| name | test.result.analyzer |
| description | Parse ctest and sanitizer output, summarize failures, identify root causes, and track test coverage for Orpheus SDK builds. |
Test Result Analyzer
Purpose
The Test Result Analyzer skill parses test output from ctest, Google Test, and sanitizers (ASan, TSan, UBSan) to provide actionable summaries of test failures and quality issues. This skill helps maintain Orpheus SDK's 98%+ test coverage standard and ensures sanitizer-clean builds.
Core Capabilities:
- Parse ctest and Google Test output
- Extract sanitizer error reports (AddressSanitizer, ThreadSanitizer, UBSan)
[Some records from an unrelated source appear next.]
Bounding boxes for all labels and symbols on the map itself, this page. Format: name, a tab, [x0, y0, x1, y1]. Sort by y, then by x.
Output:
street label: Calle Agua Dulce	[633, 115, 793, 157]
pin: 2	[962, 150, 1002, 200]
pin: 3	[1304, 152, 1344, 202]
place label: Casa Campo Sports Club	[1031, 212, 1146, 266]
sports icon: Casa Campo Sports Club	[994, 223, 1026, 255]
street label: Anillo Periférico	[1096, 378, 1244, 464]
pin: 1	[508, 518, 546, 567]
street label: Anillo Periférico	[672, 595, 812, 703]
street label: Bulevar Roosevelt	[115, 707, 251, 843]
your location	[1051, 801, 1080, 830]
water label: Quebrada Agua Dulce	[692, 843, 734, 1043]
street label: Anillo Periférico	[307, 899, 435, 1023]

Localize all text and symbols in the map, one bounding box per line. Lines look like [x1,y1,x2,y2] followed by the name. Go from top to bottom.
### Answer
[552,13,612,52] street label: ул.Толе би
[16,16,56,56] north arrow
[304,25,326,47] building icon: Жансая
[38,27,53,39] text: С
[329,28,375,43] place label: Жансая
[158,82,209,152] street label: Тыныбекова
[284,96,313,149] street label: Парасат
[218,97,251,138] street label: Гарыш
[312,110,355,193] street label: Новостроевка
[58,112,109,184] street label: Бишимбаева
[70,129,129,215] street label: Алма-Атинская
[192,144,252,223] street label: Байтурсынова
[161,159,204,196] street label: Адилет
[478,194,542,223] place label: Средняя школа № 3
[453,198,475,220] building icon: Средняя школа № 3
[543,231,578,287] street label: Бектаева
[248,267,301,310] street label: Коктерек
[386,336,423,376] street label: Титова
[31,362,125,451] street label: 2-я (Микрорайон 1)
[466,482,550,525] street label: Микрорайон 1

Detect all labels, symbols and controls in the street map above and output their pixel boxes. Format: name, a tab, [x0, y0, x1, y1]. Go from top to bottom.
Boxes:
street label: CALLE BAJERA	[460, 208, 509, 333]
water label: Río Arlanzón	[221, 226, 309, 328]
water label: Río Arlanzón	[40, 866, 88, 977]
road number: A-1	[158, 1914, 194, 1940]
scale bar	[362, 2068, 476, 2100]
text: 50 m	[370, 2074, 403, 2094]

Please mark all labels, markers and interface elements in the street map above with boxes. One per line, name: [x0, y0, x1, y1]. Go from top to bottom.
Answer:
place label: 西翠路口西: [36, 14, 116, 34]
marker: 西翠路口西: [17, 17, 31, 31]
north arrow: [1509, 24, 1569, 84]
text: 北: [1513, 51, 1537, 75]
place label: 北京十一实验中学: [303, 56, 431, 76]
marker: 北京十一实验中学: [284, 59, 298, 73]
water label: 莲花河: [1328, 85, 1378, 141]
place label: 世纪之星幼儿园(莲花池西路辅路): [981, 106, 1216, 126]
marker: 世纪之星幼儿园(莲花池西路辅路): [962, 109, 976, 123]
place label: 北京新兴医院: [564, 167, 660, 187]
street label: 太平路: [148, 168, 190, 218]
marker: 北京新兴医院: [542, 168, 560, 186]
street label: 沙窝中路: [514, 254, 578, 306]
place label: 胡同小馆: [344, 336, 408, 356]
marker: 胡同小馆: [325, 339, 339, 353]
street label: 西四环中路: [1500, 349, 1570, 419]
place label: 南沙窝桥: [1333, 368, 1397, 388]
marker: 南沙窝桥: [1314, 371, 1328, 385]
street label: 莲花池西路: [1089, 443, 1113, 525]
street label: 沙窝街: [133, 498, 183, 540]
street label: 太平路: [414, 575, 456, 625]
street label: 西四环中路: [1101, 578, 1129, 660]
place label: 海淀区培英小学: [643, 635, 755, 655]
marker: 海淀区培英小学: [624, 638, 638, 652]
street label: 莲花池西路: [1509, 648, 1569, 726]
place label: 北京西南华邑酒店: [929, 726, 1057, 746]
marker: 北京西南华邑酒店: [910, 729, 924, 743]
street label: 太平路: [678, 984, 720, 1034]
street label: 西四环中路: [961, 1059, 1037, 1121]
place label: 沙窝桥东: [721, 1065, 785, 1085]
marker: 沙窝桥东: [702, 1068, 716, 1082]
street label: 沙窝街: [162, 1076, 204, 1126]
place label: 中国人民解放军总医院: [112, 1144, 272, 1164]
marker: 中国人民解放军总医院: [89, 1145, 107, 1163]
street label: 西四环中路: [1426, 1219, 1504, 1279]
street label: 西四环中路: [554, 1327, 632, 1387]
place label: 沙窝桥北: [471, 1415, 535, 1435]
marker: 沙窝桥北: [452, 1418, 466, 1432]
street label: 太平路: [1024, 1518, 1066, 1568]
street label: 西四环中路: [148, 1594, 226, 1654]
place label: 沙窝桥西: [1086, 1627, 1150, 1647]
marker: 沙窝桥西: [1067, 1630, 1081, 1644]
- Identify failing tests by module
- Suggest likely root causes
- Track coverage trends
- Generate concise failure summaries
When to Use
Trigger Patterns:
- After running
ctestor test suites - CI/CD test failures
- Debugging test regressions
- Coverage analysis requests
- Keywords: "test", "ctest", "sanitizer", "ASan", "TSan", "UBSan", "coverage", "failures"
- File patterns:
Testing/Temporary/LastTest.log,build/test_output.txt
Do NOT Use When:
- Analyzing production logs (not test output)
- Performance profiling (use profilers, not test output)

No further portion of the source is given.